"Has anyone here ever been shot at?" God, is it already 21 years since that thawing Cold War afternoon of drizzle and cloud on Salisbury Plain? Standing around with a few dozen fellow platoon commanders on a training course, I was waiting to be reminded just how to identify an enemy firing position when the instructor sparked a moment of sudden interest with his question. Yet despite many of us there having already served for two years or more, only one man raised his hand in response. His experience had involved a few bullets, a few seconds of shock and an unseen gunman in South Armagh.
That short event, though, had him marked out as remarkable among us. The army that I had joined was still training for a conventional conflict in Europe. Northern Ireland, by then a theatre where the prospect of getting shot at was anyway fading by the month, was very much a secondary priority.
So until 2001, aside from a few veterans of the anomalous 1982 Falklands War, those involved with the five-day charge through surrendering Iraqis in 1991 and a small number of special forces troops, a whole generation of British army officers, from top to bottom, remained unblooded, their true leadership abilities untested.
I don't remember much else of that lesson. A few years later, I know that I recalled thinking, shot-at-a-lot while reporting in Bosnia, that the instructor had concentrated too much on explaining the "crack" and "thump" acoustics of bullets, and never once mentioned the "zip" and "zing" that they make when they are truly close. But then probably he had never been shot at either.

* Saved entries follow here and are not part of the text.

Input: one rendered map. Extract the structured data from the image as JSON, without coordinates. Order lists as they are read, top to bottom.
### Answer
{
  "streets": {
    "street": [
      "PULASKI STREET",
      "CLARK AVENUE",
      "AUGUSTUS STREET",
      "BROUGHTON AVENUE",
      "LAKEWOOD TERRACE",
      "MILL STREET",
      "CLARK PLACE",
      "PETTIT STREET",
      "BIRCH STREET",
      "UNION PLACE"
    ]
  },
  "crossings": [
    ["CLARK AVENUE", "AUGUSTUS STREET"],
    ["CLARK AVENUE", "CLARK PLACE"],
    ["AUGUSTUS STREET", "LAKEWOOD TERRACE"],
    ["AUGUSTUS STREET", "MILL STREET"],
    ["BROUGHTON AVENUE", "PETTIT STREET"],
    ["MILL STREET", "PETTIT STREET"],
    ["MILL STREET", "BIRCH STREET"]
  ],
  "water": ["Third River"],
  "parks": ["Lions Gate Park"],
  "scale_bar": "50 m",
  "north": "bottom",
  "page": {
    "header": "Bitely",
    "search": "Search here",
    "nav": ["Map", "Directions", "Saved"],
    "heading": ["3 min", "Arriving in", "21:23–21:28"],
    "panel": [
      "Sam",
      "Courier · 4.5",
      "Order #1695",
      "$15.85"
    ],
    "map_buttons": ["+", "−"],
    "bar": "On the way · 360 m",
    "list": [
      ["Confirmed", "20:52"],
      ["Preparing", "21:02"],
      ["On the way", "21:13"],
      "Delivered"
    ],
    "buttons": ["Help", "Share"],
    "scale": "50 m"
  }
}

However, during many assignments in Helmand province over the past couple of years I have often thought about that afternoon. It isn't merely the naivety of a past era of untried leadership that contrasts with the experience of British commanders in Afghanistan now. "War" as we knew it does not exist any more. "Getting shot at" is quite unremarkable (and anyway preferable to "being IED'd" - that is, blown up by a road-side device). And killing and dying have very new implications.